- **Task directions**: Retype every line from the start of the data down to and including the line with "display:grid; place-items:center; width:60px;". Skip the pictures.

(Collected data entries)
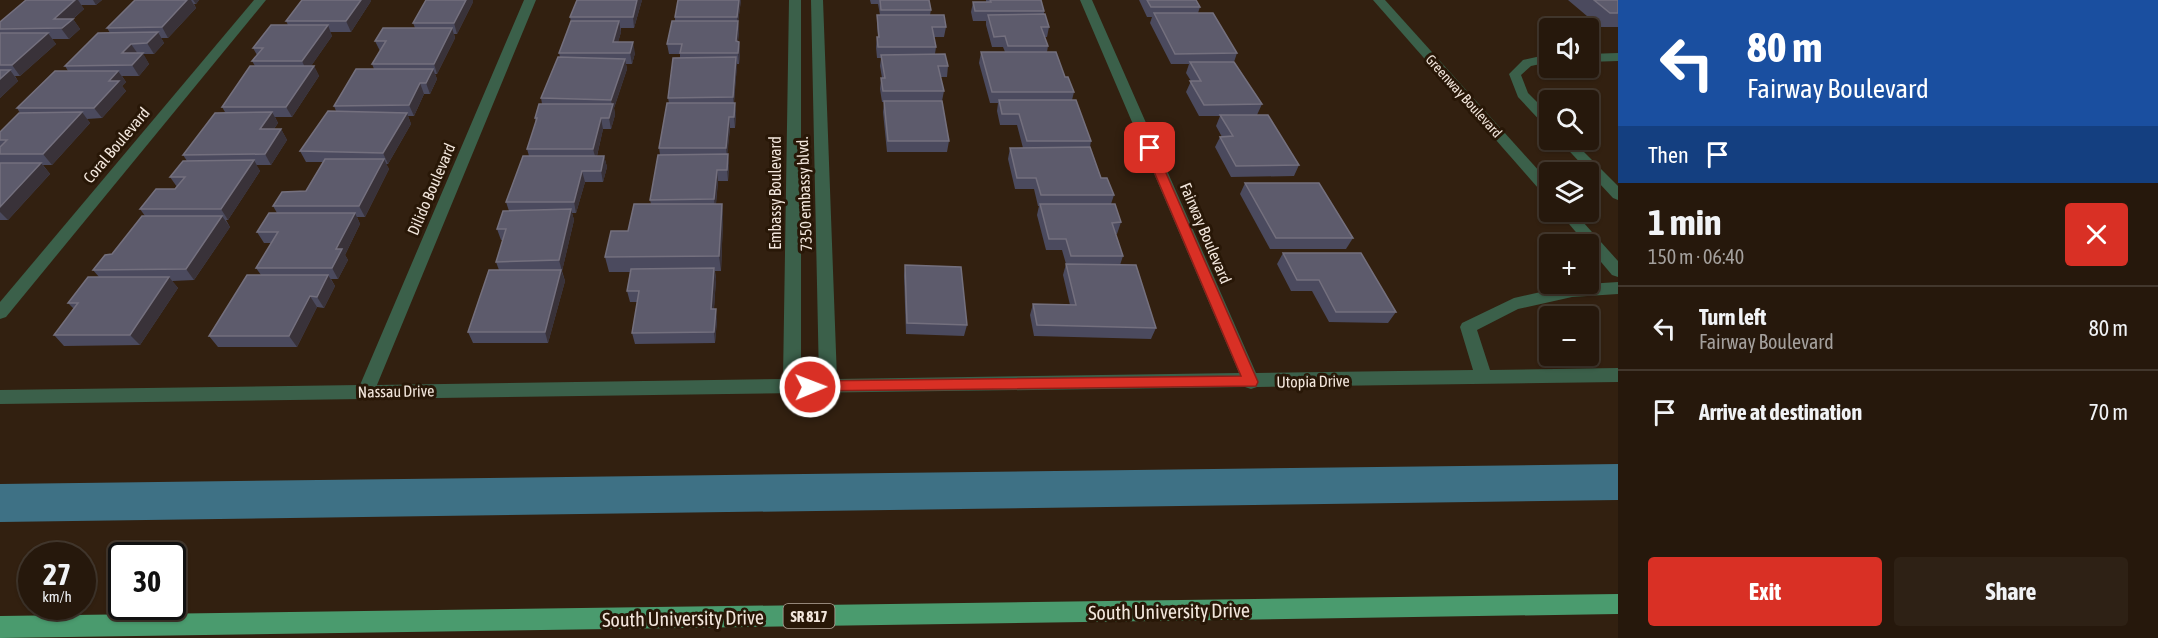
<!DOCTYPE html>
<html lang="en">
<head>
<meta charset="utf-8">
<style>
	body { margin:0; font-family:"Asap Condensed",sans-serif; background:#2e2115; color:#f1f3f6; height:100vh; display:flex; flex-direction:column; font-size:22px; white-space:nowrap }
	* { box-sizing:border-box; margin:0 }
	p { font-size:20px; color:#a4a09d }
	.icon { flex:none; width:33px; height:33px; fill:none; stroke:currentColor; stroke-width:2; stroke-linecap:round; stroke-linejoin:round }
	.map { position:relative; flex:1; overflow:hidden }
	.drawer { display:flex; flex-direction:column; background:#26180c; width:540px }
	.drawer>* { flex:none }
	.banner { background:#1a4fa0; color:#fff; overflow:hidden }
	.controls { position:absolute; left:1539px; top:18px; display:grid; gap:12px }
	.controls a { display:grid; place-items:center; width:60px; height:60px; border-radius:6px; background:#26180c; box-shadow:0 2px 4px #0004,0 0 0 2px #42372d; font-size:30px }
	.speed { position:absolute; left:18px; top:542px; display:flex; gap:12px; font-size:30px; font-weight:700; text-align:center }
	.speed>* { display:grid; place-content:center; width:78px; height:78px; border-radius:50%; background:#26180c; box-shadow:0 2px 4px #0004,0 0 0 2px #42372d; line-height:1 }
	.speed small { font-size:15px; font-weight:400 }
	.speed .limit { border:3px solid #111; border-radius:9px; background:#fff; color:#111 }
	.pin { position:absolute; display:grid; place-items:center; width:51px; height:51px; color:#fff; margin:-26px; border-radius:12px; box-shadow:0 3px 9px #0006 }
	.me { position:absolute; width:66px; margin:-33px; rotate:89deg; stroke-linejoin:round; filter:drop-shadow(0 0 4px #0008) }
	.turn { display:flex; align-items:center; gap:21px; height:126px; padding:0 30px; font-size:27px }
	.turn .icon { width:78px; height:78px; stroke-width:2.5 }
	.turn b { display:block; font-size:42px; line-height:51px }
	.then { display:flex; align-items:center; height:57px; padding:0 30px; background:#0003; gap:12px; font-size:22px }
	.round { display:grid; place-items:center; flex:none; width:63px; height:63px; border-radius:6px; background:#2e2115 }
	.overview { display:flex; align-items:center; justify-content:space-between; height:102px; padding:0 30px }
	h1 { font-size:36px; font-weight:700; line-height:45px }
	.action { display:flex; gap:12px; margin-top:auto; padding:12px 30px }
	.action a { flex:1; height:69px; border-radius:6px; background:#d93025; color:#fff; font-size:24px; font-weight:700; line-height:69px; text-align:center }
	.action a+a { background:#2e2115; color:#f1f3f6 }
	ul { padding:0; list-style:none }
	li { display:flex; align-items:center; gap:18px; height:84px; padding:0 30px; border-top:2px solid #42372d }
	li div { flex:1 }
	li b { display:block; font-size:22px }
	li em { font-style:normal }
	main { display:flex; flex:1; min-height:0 }
	.map>svg:first-child { display:block }
	.lines { fill:none; stroke-linecap:round; stroke-linejoin:round }
	.canal { fill:#3e7185; fill-rule:evenodd }
	.minor { fill:#3b604a; fill-rule:evenodd }
	.primary { fill:#4a9b6e; fill-rule:evenodd }
	.wall { fill:#4b4a5e }
	.shaded-wall { fill:#393239 }
	.building { fill:#5d5b6c; stroke:#74707e; stroke-width:1.5 }
	.route { fill:#d93025; stroke:#8d1f18; stroke-width:1.5 }
	.labels { text-anchor:middle; dominant-baseline:central; stroke-width:6; stroke-linejoin:round; paint-order:stroke }
	.far-street-label { font-size:14px; fill:#f2e6dc; stroke:#281707 }
	.shield { fill:#281707; stroke:#b5a89c; stroke-width:1.5 }
	.shield-label { font-size:15px; font-weight:bold; fill:#f2e6dc }
	.street-label { font-size:16px; fill:#f2e6dc; stroke:#281707 }
	.near-street-label { font-size:20px; fill:#f2e6dc; stroke:#281707 }
</style>
</head>
<body>
<main>
<div class="map">
<svg width="1618" height="638" viewBox="0 0 1618 638">
	<rect width="100%" height="100%" fill="#322010"/>
	<g class="lines">
		<path class="canal" d="M1618 464V500L0 522V484Z"/>
		<g class="minor">
			<path d="M254 0H266L6 317 0 319V302Z"/>
			<path d="M524 0H536L377 385 783 379 789 0H801V379H819L811 0H823L837 379 1239 373 1080 0H1092L1256 373 1473 370 1460 327 1462 323 1514 298 1572 285 1618 282V294L1572 297 1518 309 1477 330 1490 370 1618 368V382L1257 387 1251 389 1245 387 0 404V390L360 385Z"/>
			<path d="M1373 0H1385L1550 183V198L1545 196Z"/>
			<path d="M1618 53V61L1588 62V54Z"/>
			<path d="M1550 54V62L1531 66 1521 75 1528 93 1550 115V127L1545 126 1518 97 1509 74 1523 60Z"/>
			<path d="M1559 140H1572L1618 186V200L1613 198Z"/>
			<path d="M1559 212H1574L1618 261V277L1612 275Z"/>
		</g>
		<path class="primary" d="M1618 594V614L0 638V616Z"/>
	</g>
	<g class="wall">
		<path d="M26 0H102L96 5H81L84 9 73 19 80 29 69 39H52L56 44 20 76H15L18 81 0 98V22Z"/>
		<path d="M135 0H199L196 4H194L196 8 168 38H161L164 43 154 54H143L149 64 139 76H122L126 82 122 86 126 91 102 118 87 119 90 123 52 165H43L50 174 8 220H0V132L20 113 17 108 68 71 65 66 110 33 107 28Z"/>
		<path d="M642 0 634 28H621V32L618 42 635 53 632 64H626L627 69 614 108 615 115 611 129H603L597 156H604L607 167 603 182H585L576 213H572L574 220 562 271 565 281 548 343H473L468 332 499 270 496 262 503 240H501L497 229 509 211 506 202 529 156 527 149 536 123 535 118 542 104 541 98 560 57 559 53 571 22 570 17Z"/>
		<path d="M741 0 738 22 739 31 738 41 739 42 740 52 739 64H737L734 103 736 113 735 128H730L727 154 729 165 728 181H718L716 204H722L723 219 721 271H715L716 279 714 309 717 320 715 343 635 344 632 333 637 302H630L627 291 630 272H609L605 257 651 204 650 200 660 155 659 148 669 103 668 98 680 58V54H669L667 44 675 21V17Z"/>
		<path d="M870 0H929L931 10 930 15 946 27 944 37H934L936 47 935 54 948 66 947 77H940L944 91 942 101 949 141 947 152H887L883 112 884 102H882L880 89 881 78H882L880 66 881 58H877L876 47 877 37H878L877 26V15H880L878 4H871Z"/>
		<path d="M986 0H1041L1044 11V14L1049 27 1047 37H1045L1048 46 1047 52 1065 77 1074 92 1072 100 1091 141 1090 147 1101 178 1114 195 1111 204 1121 222 1117 234H1116L1123 256 1120 265 1156 328 1151 339 1034 336 1030 315 1033 304 1070 305 1063 275 1066 264 1062 250H1046L1037 215 1039 206H1038L1034 189H1015L1008 159 1010 148H1023L1017 125H1000L997 111 998 103H990L979 63 981 52H1005L1003 47H992L986 25V21H973L971 12 973 2H986Z"/>
		<path d="M1139 0H1196L1200 7 1198 13 1237 53 1234 62 1262 104 1257 115 1299 165 1294 176 1231 177 1215 147 1220 137H1222L1216 126 1220 116H1199L1186 92 1191 81 1186 73 1189 64H1171L1150 23 1152 17H1147Z"/>
		<path d="M1568 0H1618V27H1600Z"/>
		<path d="M371 1 351 32H330L332 36 311 66H314L319 76 292 117H275L278 123 274 129H281L287 140 271 165H256L260 171 228 220H226L230 227 194 280 172 281 178 288 140 345 64 346 54 335 74 309 68 303 99 277 93 270 112 254 145 216 140 209 175 189 177 187 170 177 187 161 183 155 225 112 222 107 255 66 252 61 257 55 253 48 288 25 286 21Z"/>
		<path d="M473 2 457 34H454L455 38 437 74H435L437 79 430 94H424L414 116H408L411 124 388 164H386L389 169 365 217H357L360 224 345 255 348 260 338 279H331L335 286 324 308 317 307 297 347H218L209 336 261 275 256 268 272 243H264L257 232 277 213 273 206 306 191 323 162H306L300 151 336 111 334 106 374 69 372 64 380 51 375 41 415 28 413 23Z"/>
		<path d="M1245 183 1353 238 1346 249H1270L1240 194Z"/>
		<path d="M1283 253 1396 312 1388 323 1329 322 1312 291H1291L1277 264Z"/>
		<path d="M905 265 967 325 964 336 906 334 904 276Z"/>
	</g>
	<g class="shaded-wall">
		<path d="M75 0H78L84 9 69 22 73 19 80 29 69 39 54 19Z"/>
		<path d="M93 0H102L96 5Z"/>
		<path d="M187 0H191L196 8 168 38 162 27Z"/>
		<path d="M193 0H199L196 4Z"/>
		<path d="M361 0H371V1L351 32 346 21Z"/>
		<path d="M466 0H473V2L457 34 454 23Z"/>
		<path d="M637 0H642L634 28 633 17Z"/>
		<path d="M739 0H741L738 22 739 31 737 52 736 41 738 26 737 17Z"/>
		<path d="M619 21 621 32 615 53 613 42Z"/>
		<path d="M328 25 332 36 307 72 302 61Z"/>
		<path d="M452 28 455 38 437 74 434 64Z"/>
		<path d="M158 32 164 43 154 54 147 43Z"/>
		<path d="M48 33 56 44 20 76 12 65Z"/>
		<path d="M633 42 635 53 632 64 630 53Z"/>
		<path d="M739 42 740 52 739 64 738 53Z"/>
		<path d="M131 44 138 54 122 53Z"/>
		<path d="M143 53 149 64 139 76 132 65Z"/>
		<path d="M736 57 737 67 733 107V97Z"/>
		<path d="M625 59 627 69 614 108 615 115 611 129 609 118 612 106 611 100Z"/>
		<path d="M314 66 319 76 292 117 286 107Z"/>
		<path d="M433 69 437 79 430 94 426 83Z"/>
		<path d="M10 70 18 81 0 98V79Z"/>
		<path d="M118 71 126 82 122 86 126 91 102 118 94 108 109 81Z"/>
		<path d="M420 83 424 94 414 116 409 105Z"/>
		<path d="M735 103 736 113 735 128 734 117Z"/>
		<path d="M82 112 90 123 52 165 43 154Z"/>
		<path d="M272 112 278 123 266 140 260 129Z"/>
		<path d="M407 113 411 124 388 164 383 153Z"/>
		<path d="M729 117 730 128 727 159 726 148Z"/>
		<path d="M601 118 603 129 596 160 593 149Z"/>
		<path d="M281 129 287 140 271 165 265 154Z"/>
		<path d="M728 154 729 165 728 181 727 170Z"/>
		<path d="M604 156 607 167 603 182 601 171Z"/>
		<path d="M384 159 389 169 365 217 359 206Z"/>
		<path d="M254 160 260 171 228 220 221 209Z"/>
		<path d="M41 163 50 174 8 220 0 212V207Z"/>
		<path d="M717 170 718 181 715 211 714 199Z"/>
		<path d="M582 171 585 182 576 213 574 202Z"/>
		<path d="M722 204 723 219 721 271 719 256Z"/>
		<path d="M571 209 574 220 562 271 559 260Z"/>
		<path d="M355 213 360 224 345 255 348 260 338 279 332 268 336 249Z"/>
		<path d="M222 216 230 227 194 280 186 269Z"/>
		<path d="M714 268 716 279 713 320 711 309Z"/>
		<path d="M561 270 565 281 548 343 545 332Z"/>
		<path d="M328 275 335 286 324 308 317 297Z"/>
		<path d="M169 277 178 288 140 345 130 335Z"/>
		<path d="M310 296 317 307 297 347 289 336Z"/>
		<path d="M716 309 717 320 715 343 714 332Z"/>
	</g>
	<g class="building">
		<path d="M26 0H75L54 19H73L62 28 0 29V22Z"/>
		<path d="M135 0H187L162 27 107 28Z"/>
		<path d="M302 0H361L346 21H286Z"/>
		<path d="M426 0H466L454 23H413Z"/>
		<path d="M577 0H637L633 17H570Z"/>
		<path d="M678 0H739L737 17H675Z"/>
		<path d="M880 0H929L931 10H881Z"/>
		<path d="M990 0H1041L1044 11H975L973 2H991Z"/>
		<path d="M1147 0H1196L1200 7H1151Z"/>
		<path d="M1594 0H1618V13H1610Z"/>
		<path d="M1154 13H1213L1237 53 1175 54Z"/>
		<path d="M1045 14 1049 27H1041L1048 46H1008L1005 36 994 37 988 15Z"/>
		<path d="M877 15H944L946 27H932L936 47H878L877 37H879Z"/>
		<path d="M571 21H619L613 42H633L630 53H559Z"/>
		<path d="M672 21H738L736 41 739 42 738 53H680L682 44H667Z"/>
		<path d="M271 25H328L302 61H252L263 48H253Z"/>
		<path d="M383 28H452L434 64H372L386 41H375Z"/>
		<path d="M158 32 147 43 131 44 122 53H143L132 65 65 66 98 33Z"/>
		<path d="M0 33H48L12 65H0Z"/>
		<path d="M981 52H1056L1065 77H1068L1074 92H992Z"/>
		<path d="M945 54 948 66H938L944 91H883L881 78H885L881 55Z"/>
		<path d="M558 57 625 59 611 100 541 98Z"/>
		<path d="M736 57 733 97 668 98 673 58Z"/>
		<path d="M1190 62H1234L1262 104 1204 105 1190 81H1201Z"/>
		<path d="M250 66H314L286 107H222Z"/>
		<path d="M356 69H433L426 83H420L409 105 334 106Z"/>
		<path d="M0 70H10L0 79Z"/>
		<path d="M55 71H118L109 81H119L94 108H17Z"/>
		<path d="M999 100H1076L1091 141H1027L1019 114H1002Z"/>
		<path d="M884 101H942L949 141H888Z"/>
		<path d="M667 103H735L734 117H729L726 148H659Z"/>
		<path d="M539 104H613L609 118H601L593 149H527L537 118H535Z"/>
		<path d="M328 111 407 113 383 153 300 151Z"/>
		<path d="M82 112 43 154H0V147L7 140H0V132L19 113Z"/>
		<path d="M272 112 260 129H281L265 154 183 155 215 113Z"/>
		<path d="M1220 115H1268L1299 165 1236 166 1220 137 1233 136Z"/>
		<path d="M1090 147 1101 178H1107L1114 195H1041L1036 178H1017L1010 148Z"/>
		<path d="M728 154 727 170H717L714 199 650 200 658 155Z"/>
		<path d="M523 156H604L601 171H582L574 202H506Z"/>
		<path d="M325 159H384L359 206H273L282 192 306 191Z"/>
		<path d="M254 160 221 209H140L156 189H175L185 177H170L183 161Z"/>
		<path d="M0 163H41L0 207Z"/>
		<path d="M1245 183H1319L1353 238H1276Z"/>
		<path d="M634 204H722L719 256 605 257 611 231H628Z"/>
		<path d="M1040 204H1115L1121 222 1112 223 1123 256H1071L1066 239H1049Z"/>
		<path d="M571 209 559 260 496 262 506 229H497L503 211Z"/>
		<path d="M269 213H355L336 249H342L332 268H256L278 232H257Z"/>
		<path d="M142 216H222L186 269 93 270 105 255 112 254Z"/>
		<path d="M1283 253H1361L1396 312H1336L1319 280H1297Z"/>
		<path d="M1066 264 1136 265 1156 328 1037 325 1033 304 1076 305Z"/>
		<path d="M905 265 961 267 967 325 907 323Z"/>
		<path d="M714 268 711 309H716L714 332 632 333 639 291H627L631 269Z"/>
		<path d="M489 270H561L545 332H468Z"/>
		<path d="M247 275H328L317 297 310 296 289 336H209Z"/>
		<path d="M88 277H169L130 335H54L78 303H68Z"/>
	</g>
	<path class="route" d="M1150 145 1155 148 1258 382 1256 386 804 391 802 387 804 383 810 381 1241 376 1144 148Z"/>
	<g class="labels">
		<g class="far-street-label">
			<text transform="translate(1464 96) rotate(48)">Greenway Boulevard</text>
		</g>
		<rect class="shield" x="783.5" y="604" width="51" height="24" rx="4.5"/>
		<g class="shield-label">
			<text x="809" y="616">SR 817</text>
		</g>
		<g class="street-label">
			<text transform="translate(116 145) rotate(-50)">Coral Boulevard</text>
			<text transform="translate(431 189) rotate(-67)">Dilido Boulevard</text>
			<text transform="translate(775 193) rotate(-90)">Embassy Boulevard</text>
			<text transform="translate(804 194) rotate(-92)">7350 embassy blvd.</text>
			<text transform="translate(1206 233) rotate(67)">Fairway Boulevard</text>
			<text transform="translate(1313 381) rotate(-1)">Utopia Drive</text>
			<text transform="translate(396 391) rotate(-1)">Nassau Drive</text>
		</g>
		<g class="near-street-label">
			<text transform="translate(1169 611) rotate(-1)">South University Drive</text>
			<text transform="translate(683 618) rotate(-1)">South University Drive</text>
		</g>
	</g>
</svg>
<div class="controls">
<a><svg class="icon" aria-label="sound" viewBox="0 0 24 24"><path d="M4 9h4l5-4v14l-5-4H4zM17 9q2 3 0 6"/></svg></a>
<a><svg class="icon" aria-label="search" viewBox="0 0 24 24"><circle cx="10" cy="10" r="6"/><path d="M15 15l6 6"/></svg></a>
<a><svg class="icon" aria-label="layers" viewBox="0 0 24 24"><path d="M12 4l9 5-9 5-9-5zM3 14l9 5 9-5"/></svg></a>
<a>+</a>
<a>−</a>
</div>
<div class="speed"><div>27<small>km/h</small></div><div class="limit">30</div></div>
<div class="pin" style="left:1150px;top:148px;background:#d93025"><svg class="icon" aria-label="arrive" viewBox="0 0 24 24"><path d="M6 21V4h12l-3 4 3 4H6"/></svg></div>
<svg class="me" style="left:810px;top:387px" viewBox="-20 -20 40 40"><circle r="17" fill="#d93025" stroke="#fff" stroke-width="3"/><path d="M0-11L8 9 0 5-8 9z" fill="#fff"/></svg>
</div>
<section class="drawer">
<div class="banner">
<div class="turn"><svg class="icon" aria-label="left" viewBox="0 0 24 24"><path d="M17 20v-9H6M10 6l-5 5 5 5"/></svg><div><b>80 m</b>Fairway Boulevard</div></div>
<div class="then">Then<svg class="icon" aria-label="arrive" viewBox="0 0 24 24"><path d="M6 21V4h12l-3 4 3 4H6"/></svg></div>
</div>
<div class="overview"><div><h1>1 min</h1><p>150 m · 06:40</p></div><a class="round" style="background:#d93025;color:#fff"><svg class="icon" aria-label="close" viewBox="0 0 24 24"><path d="M6 6l12 12M18 6L6 18"/></svg></a></div>
<ul>
<li><svg class="icon" aria-label="left" viewBox="0 0 24 24"><path d="M17 20v-9H6M10 6l-5 5 5 5"/></svg><div><b>Turn left</b><p>Fairway Boulevard</p></div><em>80 m</em></li>
<li><svg class="icon" aria-label="arrive" viewBox="0 0 24 24"><path d="M6 21V4h12l-3 4 3 4H6"/></svg><div><b>Arrive at destination</b></div><em>70 m</em></li>
</ul>
<div class="action"><a>Exit</a><a>Share</a></div>
</section>
</main>
</body>
</html>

- **Answer area**:
<!DOCTYPE html>
<html lang="en">
<head>
<meta charset="utf-8">
<style>
	body { margin:0; font-family:"Asap Condensed",sans-serif; background:#2e2115; color:#f1f3f6; height:100vh; display:flex; flex-direction:column; font-size:22px; white-space:nowrap }
	* { box-sizing:border-box; margin:0 }
	p { font-size:20px; color:#a4a09d }
	.icon { flex:none; width:33px; height:33px; fill:none; stroke:currentColor; stroke-width:2; stroke-linecap:round; stroke-linejoin:round }
	.map { position:relative; flex:1; overflow:hidden }
	.drawer { display:flex; flex-direction:column; background:#26180c; width:540px }
	.drawer>* { flex:none }
	.banner { background:#1a4fa0; color:#fff; overflow:hidden }
	.controls { position:absolute; left:1539px; top:18px; display:grid; gap:12px }
	.controls a { display:grid; place-items:center; width:60px; height:60px; border-radius:6px; background:#26180c; box-shadow:0 2px 4px #0004,0 0 0 2px #42372d; font-size:30px }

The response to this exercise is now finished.